Problem to work on ::
Your answer should consist of the lines in the following data that contain "style".

++++ Source material

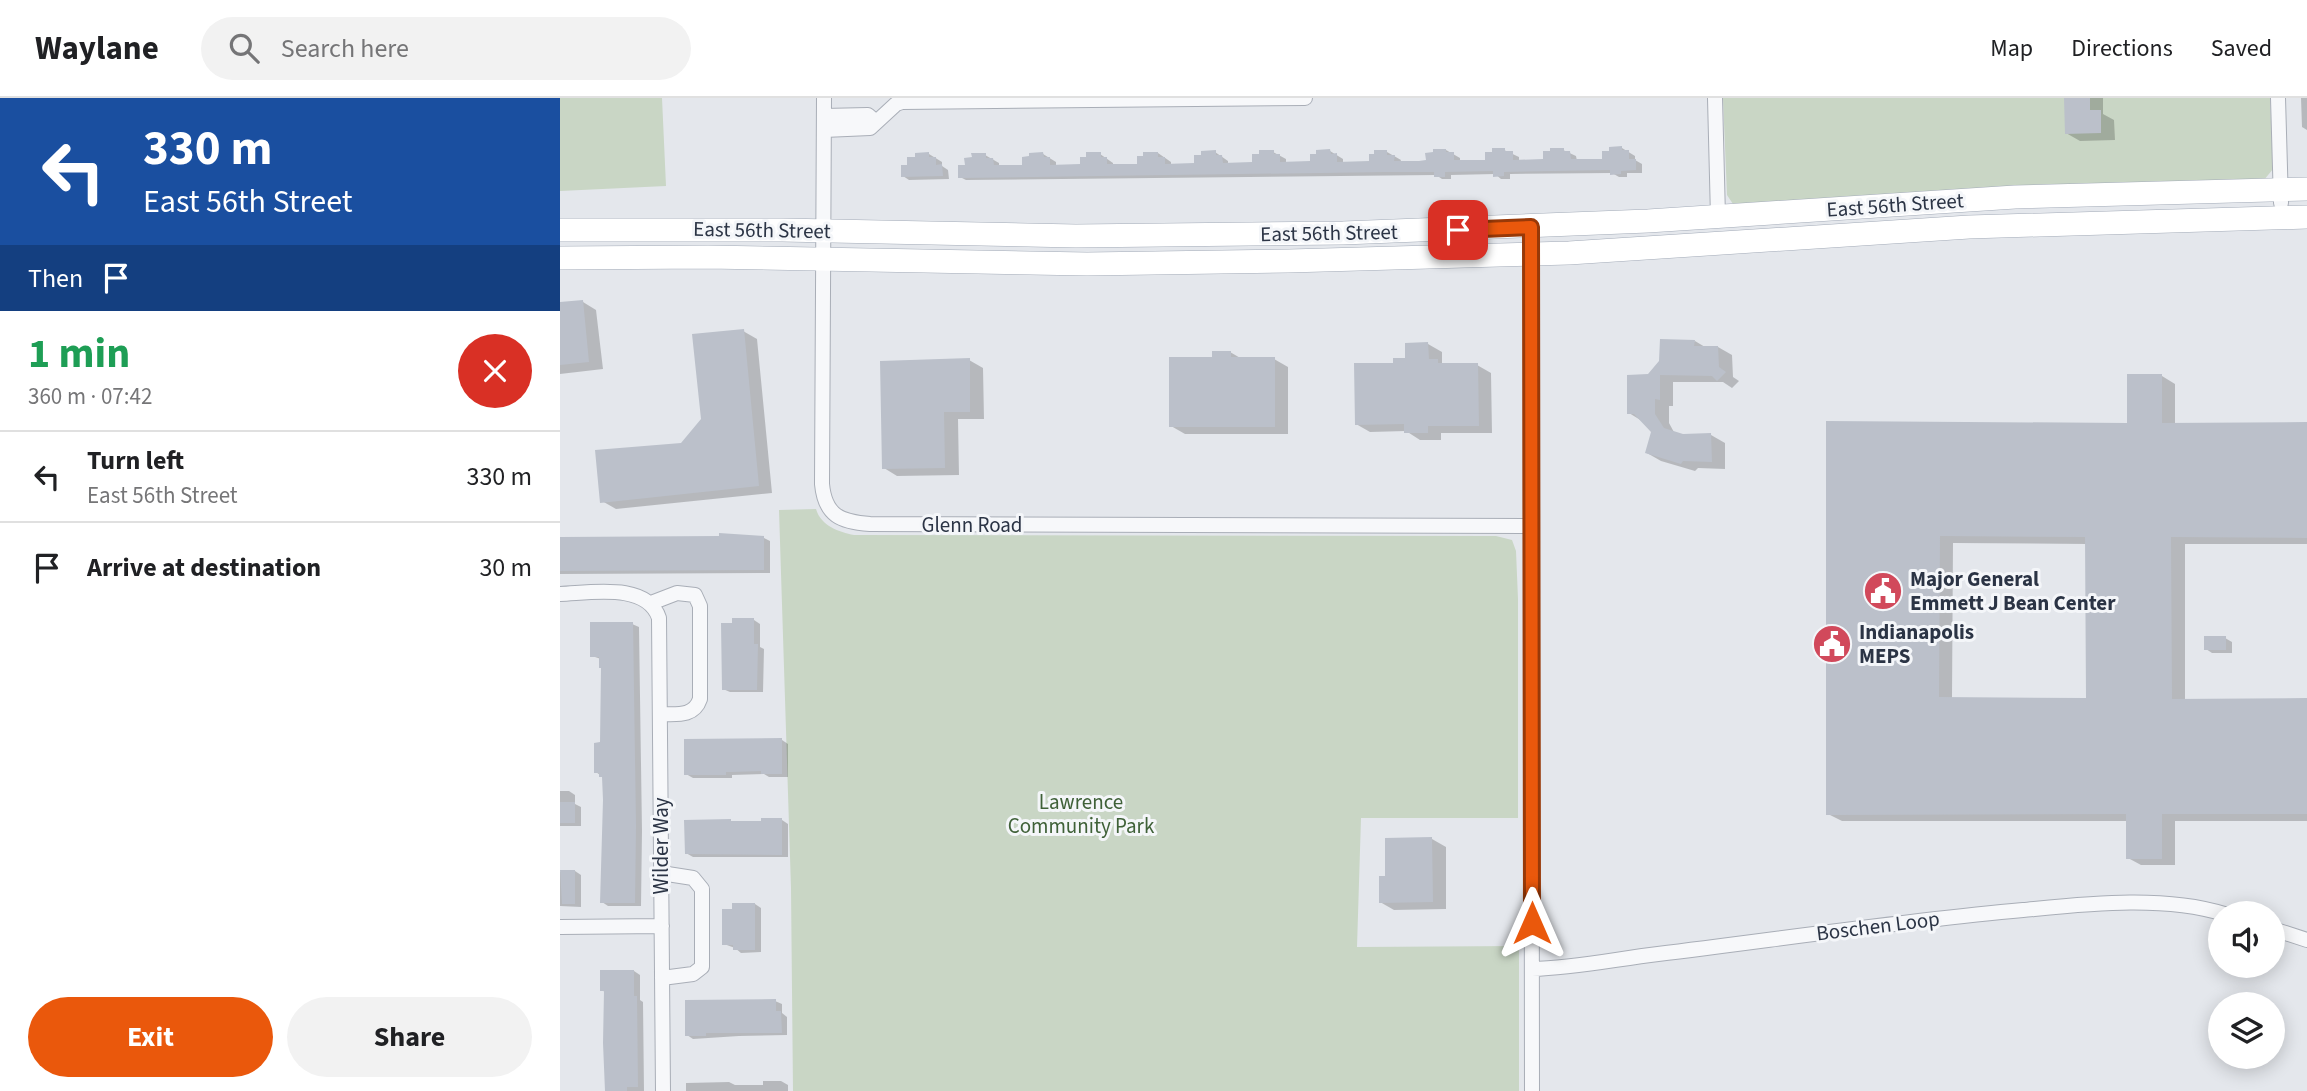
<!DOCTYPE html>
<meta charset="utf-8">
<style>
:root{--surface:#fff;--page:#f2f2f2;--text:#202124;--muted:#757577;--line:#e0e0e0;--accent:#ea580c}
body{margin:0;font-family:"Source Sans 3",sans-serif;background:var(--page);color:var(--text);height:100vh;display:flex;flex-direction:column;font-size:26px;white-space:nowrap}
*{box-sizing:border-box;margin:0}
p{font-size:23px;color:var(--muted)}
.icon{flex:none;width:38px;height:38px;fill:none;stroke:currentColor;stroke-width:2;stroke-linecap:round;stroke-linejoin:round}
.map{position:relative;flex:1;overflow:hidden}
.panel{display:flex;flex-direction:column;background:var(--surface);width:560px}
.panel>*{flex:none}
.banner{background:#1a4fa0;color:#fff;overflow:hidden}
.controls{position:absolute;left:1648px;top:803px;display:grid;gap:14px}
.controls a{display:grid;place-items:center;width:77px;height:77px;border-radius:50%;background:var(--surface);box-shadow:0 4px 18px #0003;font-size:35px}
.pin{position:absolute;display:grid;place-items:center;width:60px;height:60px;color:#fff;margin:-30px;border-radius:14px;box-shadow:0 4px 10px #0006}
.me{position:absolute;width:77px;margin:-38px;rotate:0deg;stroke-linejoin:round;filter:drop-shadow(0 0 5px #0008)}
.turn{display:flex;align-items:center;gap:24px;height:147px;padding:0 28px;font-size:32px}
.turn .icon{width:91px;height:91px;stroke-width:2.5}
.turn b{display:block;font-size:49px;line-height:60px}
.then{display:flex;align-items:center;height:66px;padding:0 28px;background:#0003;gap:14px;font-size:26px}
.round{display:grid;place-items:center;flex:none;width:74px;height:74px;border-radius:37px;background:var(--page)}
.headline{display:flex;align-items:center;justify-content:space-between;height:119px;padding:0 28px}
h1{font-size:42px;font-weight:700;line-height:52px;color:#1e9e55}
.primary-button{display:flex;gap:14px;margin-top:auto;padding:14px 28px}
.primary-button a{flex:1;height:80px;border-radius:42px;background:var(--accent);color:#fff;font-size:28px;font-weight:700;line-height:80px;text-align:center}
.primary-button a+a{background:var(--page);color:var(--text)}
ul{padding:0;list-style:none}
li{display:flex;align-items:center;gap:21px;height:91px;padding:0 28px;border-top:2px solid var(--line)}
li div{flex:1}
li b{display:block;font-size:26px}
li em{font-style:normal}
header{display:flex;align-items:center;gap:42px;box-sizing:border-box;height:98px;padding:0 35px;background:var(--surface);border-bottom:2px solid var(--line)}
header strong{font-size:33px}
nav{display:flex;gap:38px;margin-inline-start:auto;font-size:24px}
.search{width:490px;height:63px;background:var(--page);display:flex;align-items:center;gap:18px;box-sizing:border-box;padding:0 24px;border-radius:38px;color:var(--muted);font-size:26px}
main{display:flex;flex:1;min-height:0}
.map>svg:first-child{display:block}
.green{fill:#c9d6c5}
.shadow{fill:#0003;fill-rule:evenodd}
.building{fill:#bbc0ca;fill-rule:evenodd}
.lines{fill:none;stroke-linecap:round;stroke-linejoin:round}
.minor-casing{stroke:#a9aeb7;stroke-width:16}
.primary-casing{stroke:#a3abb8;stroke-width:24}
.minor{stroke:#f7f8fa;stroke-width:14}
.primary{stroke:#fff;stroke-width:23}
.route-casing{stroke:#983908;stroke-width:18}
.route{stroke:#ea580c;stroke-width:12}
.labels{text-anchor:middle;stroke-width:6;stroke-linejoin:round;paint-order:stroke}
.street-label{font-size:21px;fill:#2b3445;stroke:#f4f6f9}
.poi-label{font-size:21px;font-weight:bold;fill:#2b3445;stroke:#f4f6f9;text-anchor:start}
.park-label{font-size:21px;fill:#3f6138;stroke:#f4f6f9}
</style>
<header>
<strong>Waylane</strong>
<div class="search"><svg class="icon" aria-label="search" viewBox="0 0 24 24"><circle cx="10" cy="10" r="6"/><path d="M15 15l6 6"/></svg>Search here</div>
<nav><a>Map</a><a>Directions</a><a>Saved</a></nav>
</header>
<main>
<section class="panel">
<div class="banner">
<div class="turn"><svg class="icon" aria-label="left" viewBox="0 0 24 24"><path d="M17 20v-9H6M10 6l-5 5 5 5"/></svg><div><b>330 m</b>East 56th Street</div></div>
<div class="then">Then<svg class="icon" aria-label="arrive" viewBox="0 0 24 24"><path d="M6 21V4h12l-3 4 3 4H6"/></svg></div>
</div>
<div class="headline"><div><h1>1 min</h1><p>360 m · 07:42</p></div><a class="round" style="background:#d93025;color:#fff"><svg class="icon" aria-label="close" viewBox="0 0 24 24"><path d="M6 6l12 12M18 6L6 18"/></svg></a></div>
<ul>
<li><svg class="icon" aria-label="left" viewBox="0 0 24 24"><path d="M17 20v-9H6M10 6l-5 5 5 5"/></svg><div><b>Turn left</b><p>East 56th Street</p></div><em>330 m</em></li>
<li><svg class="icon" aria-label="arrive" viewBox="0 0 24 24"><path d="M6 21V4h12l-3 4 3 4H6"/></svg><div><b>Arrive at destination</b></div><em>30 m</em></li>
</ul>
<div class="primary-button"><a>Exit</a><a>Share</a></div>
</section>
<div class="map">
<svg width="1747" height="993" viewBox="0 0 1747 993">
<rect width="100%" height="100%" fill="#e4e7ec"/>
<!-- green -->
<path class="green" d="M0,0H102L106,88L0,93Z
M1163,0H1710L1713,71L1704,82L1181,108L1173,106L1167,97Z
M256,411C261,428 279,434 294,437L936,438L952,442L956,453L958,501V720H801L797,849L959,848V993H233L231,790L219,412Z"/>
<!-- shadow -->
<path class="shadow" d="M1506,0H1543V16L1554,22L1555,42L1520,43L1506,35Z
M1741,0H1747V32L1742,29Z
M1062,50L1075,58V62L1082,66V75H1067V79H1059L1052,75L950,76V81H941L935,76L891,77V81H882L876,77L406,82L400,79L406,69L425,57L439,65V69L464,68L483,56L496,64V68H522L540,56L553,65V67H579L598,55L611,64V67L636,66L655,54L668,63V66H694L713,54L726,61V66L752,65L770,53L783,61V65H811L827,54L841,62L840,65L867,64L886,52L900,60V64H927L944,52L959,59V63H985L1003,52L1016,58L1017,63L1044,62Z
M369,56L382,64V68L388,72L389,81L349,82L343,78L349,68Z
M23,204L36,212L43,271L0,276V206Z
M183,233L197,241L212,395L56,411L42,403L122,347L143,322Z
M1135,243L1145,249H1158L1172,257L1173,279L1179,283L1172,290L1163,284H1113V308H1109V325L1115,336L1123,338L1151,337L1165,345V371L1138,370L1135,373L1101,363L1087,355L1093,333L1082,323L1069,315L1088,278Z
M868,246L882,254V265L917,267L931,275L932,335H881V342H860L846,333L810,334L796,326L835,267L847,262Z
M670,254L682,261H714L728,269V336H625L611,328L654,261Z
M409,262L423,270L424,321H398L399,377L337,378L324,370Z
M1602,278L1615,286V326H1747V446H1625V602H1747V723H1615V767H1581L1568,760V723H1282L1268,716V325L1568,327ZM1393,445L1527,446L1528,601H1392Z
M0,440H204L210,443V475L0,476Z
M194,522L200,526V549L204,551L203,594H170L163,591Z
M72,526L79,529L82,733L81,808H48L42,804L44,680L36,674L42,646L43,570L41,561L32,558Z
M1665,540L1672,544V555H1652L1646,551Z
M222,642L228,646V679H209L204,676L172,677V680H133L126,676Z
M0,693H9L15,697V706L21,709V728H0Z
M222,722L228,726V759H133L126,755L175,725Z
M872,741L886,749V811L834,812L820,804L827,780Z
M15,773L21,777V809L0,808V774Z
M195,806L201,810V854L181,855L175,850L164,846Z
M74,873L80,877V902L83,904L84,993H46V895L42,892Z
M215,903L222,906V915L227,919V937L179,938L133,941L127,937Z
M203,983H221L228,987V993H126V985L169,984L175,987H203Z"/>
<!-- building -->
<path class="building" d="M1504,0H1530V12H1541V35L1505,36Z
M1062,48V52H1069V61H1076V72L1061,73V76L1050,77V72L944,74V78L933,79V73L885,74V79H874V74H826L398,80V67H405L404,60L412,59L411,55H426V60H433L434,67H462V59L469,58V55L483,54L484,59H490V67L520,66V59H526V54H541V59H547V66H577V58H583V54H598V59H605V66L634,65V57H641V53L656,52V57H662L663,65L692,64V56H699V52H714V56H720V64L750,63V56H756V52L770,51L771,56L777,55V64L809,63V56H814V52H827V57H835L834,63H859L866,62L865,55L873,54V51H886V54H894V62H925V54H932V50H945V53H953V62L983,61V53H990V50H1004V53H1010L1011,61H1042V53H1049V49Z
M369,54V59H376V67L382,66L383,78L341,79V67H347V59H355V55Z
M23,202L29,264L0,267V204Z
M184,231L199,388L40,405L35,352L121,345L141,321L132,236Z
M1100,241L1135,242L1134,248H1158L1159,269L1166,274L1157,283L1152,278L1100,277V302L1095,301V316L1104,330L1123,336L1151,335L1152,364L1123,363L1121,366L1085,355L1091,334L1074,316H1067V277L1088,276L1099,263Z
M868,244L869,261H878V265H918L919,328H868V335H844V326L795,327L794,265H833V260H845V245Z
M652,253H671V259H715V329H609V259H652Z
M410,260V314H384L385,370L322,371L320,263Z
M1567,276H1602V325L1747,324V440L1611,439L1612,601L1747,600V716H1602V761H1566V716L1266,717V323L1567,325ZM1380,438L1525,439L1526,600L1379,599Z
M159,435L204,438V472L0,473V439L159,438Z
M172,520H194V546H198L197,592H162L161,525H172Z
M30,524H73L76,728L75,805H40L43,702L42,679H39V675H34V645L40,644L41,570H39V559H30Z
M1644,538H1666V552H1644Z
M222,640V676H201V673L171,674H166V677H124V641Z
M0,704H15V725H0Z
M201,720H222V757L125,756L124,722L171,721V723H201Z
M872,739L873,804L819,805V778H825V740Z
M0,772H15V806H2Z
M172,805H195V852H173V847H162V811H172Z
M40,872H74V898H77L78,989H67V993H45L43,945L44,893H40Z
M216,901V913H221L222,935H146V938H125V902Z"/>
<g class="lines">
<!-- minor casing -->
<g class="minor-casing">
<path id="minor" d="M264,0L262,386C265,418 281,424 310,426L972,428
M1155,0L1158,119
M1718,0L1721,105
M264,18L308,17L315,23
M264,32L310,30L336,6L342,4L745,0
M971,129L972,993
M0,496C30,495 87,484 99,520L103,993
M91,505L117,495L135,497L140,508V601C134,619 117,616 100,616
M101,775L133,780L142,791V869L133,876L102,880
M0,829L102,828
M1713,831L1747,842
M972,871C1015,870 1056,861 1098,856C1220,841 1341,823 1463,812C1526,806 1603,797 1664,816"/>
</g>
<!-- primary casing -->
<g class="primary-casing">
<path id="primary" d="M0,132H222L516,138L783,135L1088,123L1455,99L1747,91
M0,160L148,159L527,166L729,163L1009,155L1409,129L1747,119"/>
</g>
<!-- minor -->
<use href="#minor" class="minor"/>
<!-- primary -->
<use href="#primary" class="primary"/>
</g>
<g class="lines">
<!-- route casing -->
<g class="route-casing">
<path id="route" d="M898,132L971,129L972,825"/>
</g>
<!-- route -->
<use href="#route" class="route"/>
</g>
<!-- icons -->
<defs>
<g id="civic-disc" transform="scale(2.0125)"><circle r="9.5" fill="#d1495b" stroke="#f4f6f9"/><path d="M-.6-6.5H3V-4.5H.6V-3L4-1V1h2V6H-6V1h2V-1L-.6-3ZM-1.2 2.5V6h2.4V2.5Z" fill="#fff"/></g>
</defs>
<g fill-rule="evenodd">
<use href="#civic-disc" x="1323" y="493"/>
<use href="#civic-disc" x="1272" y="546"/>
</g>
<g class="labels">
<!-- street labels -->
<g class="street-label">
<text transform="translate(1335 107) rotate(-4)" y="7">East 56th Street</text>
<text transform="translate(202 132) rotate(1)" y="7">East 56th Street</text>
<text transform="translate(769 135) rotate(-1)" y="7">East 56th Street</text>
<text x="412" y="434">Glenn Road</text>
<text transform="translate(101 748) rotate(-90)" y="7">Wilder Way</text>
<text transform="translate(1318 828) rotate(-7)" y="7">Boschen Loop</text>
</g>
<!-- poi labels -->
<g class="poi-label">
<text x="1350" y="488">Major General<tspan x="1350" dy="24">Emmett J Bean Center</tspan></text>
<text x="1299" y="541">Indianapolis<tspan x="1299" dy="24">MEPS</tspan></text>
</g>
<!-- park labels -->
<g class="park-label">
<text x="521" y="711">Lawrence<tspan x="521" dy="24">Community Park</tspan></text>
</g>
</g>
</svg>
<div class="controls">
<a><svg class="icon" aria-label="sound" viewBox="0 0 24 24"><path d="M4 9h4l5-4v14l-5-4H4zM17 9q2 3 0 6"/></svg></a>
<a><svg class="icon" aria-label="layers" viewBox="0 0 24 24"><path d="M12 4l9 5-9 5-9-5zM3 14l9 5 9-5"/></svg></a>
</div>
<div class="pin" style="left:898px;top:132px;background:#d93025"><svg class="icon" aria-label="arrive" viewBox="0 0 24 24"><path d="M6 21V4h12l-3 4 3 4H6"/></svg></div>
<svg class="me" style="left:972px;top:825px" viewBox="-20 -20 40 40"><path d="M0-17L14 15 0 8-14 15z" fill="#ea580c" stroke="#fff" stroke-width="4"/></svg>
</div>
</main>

++++++++

Task response ::
<style>
ul{padding:0;list-style:none}
li em{font-style:normal}
</style>
<div class="headline"><div><h1>1 min</h1><p>360 m · 07:42</p></div><a class="round" style="background:#d93025;color:#fff"><svg class="icon" aria-label="close" viewBox="0 0 24 24"><path d="M6 6l12 12M18 6L6 18"/></svg></a></div>
<div class="pin" style="left:898px;top:132px;background:#d93025"><svg class="icon" aria-label="arrive" viewBox="0 0 24 24"><path d="M6 21V4h12l-3 4 3 4H6"/></svg></div>
<svg class="me" style="left:972px;top:825px" viewBox="-20 -20 40 40"><path d="M0-17L14 15 0 8-14 15z" fill="#ea580c" stroke="#fff" stroke-width="4"/></svg>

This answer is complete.